Cette question n’a pas été abordée dans la jurisprudence suédoise. Par conséquent, il n’est pas clair si une sentence rendue contre un État étranger pour saisir les actifs détenus par un alter ego de l’État étranger est possible.
Sanctions
58 Les biens appartenant à des personnes faisant l’objet de sanctions nationales ou internationales peuvent-ils être saisis ? Dans quelles conditions ? Existe-t-il une procédure spécifique ?

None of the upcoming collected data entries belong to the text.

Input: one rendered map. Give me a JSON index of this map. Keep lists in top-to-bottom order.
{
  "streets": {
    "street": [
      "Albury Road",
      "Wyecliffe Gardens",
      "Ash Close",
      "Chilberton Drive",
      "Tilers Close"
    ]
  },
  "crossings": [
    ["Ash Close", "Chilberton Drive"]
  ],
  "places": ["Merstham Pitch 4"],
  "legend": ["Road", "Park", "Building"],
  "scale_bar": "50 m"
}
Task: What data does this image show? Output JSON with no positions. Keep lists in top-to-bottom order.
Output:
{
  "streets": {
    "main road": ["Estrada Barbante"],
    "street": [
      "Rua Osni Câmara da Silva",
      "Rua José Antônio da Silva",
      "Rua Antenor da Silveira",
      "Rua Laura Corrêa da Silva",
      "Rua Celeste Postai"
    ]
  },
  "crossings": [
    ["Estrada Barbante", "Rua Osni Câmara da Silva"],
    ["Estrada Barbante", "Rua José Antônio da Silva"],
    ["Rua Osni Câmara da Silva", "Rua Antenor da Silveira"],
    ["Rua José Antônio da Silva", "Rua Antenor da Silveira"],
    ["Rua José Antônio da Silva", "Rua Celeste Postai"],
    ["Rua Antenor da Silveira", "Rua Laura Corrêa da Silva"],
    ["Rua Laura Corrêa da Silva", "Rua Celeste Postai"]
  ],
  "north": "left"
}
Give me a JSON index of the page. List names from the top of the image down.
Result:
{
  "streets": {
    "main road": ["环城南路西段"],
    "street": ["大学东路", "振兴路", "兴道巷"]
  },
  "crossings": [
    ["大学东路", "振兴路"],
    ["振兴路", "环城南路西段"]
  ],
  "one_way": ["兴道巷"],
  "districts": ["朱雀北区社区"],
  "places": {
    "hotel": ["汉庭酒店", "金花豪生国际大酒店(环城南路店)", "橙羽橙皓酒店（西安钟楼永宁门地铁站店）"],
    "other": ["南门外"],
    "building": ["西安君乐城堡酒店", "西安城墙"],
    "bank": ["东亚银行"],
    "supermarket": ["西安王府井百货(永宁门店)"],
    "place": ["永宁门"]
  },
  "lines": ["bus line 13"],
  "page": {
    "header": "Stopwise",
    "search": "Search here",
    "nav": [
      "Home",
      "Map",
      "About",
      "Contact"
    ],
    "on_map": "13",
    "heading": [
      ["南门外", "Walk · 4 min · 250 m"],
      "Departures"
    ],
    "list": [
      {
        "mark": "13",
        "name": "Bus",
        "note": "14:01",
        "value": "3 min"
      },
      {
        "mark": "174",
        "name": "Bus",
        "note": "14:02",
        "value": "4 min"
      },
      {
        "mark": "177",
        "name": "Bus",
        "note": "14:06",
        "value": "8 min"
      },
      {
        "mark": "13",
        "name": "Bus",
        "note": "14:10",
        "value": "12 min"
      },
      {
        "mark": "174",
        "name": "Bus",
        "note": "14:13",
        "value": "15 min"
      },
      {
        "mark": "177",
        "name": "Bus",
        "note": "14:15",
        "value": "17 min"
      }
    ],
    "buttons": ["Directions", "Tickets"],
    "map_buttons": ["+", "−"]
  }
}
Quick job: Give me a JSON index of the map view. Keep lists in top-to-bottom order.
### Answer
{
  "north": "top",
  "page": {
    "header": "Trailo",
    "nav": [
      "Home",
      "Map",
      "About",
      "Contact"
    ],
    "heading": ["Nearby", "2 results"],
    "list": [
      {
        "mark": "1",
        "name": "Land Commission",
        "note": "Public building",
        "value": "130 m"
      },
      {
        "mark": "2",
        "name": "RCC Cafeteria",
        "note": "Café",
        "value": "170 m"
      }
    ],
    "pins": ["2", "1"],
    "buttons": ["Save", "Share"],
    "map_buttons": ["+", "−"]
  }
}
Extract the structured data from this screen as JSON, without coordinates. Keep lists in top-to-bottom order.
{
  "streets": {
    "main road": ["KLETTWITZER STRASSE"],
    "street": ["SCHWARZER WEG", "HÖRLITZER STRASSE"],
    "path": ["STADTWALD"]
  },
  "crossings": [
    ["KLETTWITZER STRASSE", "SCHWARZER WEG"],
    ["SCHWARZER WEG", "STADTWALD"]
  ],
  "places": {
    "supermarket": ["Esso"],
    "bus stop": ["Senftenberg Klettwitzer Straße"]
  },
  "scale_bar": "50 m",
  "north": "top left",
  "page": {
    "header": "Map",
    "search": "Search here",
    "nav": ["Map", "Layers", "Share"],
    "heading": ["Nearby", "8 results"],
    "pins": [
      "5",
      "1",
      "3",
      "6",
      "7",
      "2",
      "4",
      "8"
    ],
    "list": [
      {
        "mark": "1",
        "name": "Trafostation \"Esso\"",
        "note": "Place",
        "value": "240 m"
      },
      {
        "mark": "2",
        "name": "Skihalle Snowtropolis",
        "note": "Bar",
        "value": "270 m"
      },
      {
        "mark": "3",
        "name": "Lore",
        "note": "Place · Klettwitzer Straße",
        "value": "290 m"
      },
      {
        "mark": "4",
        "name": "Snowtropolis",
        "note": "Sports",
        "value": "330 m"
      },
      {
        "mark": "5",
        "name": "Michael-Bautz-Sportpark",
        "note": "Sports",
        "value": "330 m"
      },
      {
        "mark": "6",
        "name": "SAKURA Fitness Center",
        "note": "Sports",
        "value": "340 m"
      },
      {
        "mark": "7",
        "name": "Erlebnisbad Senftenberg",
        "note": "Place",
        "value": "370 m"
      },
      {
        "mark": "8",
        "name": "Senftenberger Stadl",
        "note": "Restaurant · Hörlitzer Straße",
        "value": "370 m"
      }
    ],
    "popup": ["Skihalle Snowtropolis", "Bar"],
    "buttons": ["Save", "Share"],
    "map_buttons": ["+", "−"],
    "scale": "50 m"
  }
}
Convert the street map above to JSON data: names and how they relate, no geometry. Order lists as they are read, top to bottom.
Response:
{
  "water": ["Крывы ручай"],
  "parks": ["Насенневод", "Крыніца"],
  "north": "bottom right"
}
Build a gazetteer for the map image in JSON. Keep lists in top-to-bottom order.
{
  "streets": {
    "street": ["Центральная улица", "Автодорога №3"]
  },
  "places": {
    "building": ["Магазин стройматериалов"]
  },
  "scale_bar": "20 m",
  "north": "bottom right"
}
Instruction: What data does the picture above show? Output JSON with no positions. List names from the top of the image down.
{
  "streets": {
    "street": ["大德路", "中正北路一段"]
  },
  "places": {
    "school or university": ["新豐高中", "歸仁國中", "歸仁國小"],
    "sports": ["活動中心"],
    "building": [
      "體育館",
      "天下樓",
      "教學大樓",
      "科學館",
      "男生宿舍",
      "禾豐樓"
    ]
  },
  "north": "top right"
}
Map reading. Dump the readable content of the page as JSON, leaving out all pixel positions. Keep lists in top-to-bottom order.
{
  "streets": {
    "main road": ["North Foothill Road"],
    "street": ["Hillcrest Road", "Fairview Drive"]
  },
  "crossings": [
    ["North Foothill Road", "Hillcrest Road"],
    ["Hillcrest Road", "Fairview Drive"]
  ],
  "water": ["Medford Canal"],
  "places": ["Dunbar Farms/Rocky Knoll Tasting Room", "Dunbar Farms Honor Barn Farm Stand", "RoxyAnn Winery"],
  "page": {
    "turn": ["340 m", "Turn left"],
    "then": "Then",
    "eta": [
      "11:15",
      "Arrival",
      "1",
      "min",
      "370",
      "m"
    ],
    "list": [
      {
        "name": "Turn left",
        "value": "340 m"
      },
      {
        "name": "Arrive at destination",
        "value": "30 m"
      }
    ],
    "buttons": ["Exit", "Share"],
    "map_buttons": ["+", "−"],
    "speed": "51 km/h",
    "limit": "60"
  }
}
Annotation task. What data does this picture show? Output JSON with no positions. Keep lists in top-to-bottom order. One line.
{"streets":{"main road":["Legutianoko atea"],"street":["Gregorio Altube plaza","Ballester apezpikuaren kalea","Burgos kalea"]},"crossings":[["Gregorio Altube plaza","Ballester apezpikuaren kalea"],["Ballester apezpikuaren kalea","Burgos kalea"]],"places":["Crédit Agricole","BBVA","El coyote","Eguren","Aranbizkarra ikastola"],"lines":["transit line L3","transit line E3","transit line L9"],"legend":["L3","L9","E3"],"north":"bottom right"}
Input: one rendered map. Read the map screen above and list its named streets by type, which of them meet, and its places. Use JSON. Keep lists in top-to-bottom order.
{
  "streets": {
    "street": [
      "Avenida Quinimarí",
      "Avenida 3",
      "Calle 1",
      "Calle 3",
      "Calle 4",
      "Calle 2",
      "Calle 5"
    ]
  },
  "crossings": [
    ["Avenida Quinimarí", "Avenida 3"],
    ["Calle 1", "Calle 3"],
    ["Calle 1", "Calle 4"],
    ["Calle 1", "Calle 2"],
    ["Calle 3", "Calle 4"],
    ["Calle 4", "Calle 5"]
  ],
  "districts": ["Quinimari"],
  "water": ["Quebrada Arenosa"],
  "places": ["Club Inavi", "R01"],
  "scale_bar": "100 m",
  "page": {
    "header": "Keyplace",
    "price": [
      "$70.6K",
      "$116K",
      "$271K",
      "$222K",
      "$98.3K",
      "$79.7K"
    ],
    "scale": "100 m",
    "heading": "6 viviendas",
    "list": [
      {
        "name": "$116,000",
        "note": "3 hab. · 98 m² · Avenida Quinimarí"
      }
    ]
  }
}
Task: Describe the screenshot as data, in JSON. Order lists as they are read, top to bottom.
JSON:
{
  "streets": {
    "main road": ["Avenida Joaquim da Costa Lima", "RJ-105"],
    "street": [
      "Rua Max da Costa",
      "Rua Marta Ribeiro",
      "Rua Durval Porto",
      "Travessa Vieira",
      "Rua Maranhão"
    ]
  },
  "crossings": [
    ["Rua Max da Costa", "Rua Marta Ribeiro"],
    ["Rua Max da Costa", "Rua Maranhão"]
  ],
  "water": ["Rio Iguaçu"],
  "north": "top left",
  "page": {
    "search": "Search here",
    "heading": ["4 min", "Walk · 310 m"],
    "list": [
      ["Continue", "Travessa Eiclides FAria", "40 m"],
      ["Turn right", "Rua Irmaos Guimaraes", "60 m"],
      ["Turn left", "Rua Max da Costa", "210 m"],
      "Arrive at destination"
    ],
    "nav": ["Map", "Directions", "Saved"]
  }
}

En fonction du type de sanction et des intérêts qu’elle vise à protéger, les biens appartenant à des personnes faisant l’objet de sanctions nationales ou internationales peuvent être exclus de la saisie. Dans le cadre de certaines sanctions, les avoirs gelés peuvent être débloqués et faire l’objet d’une saisie ou d’une exécution sur demande. Ces questions sont généralement traitées par l’Office national du commerce.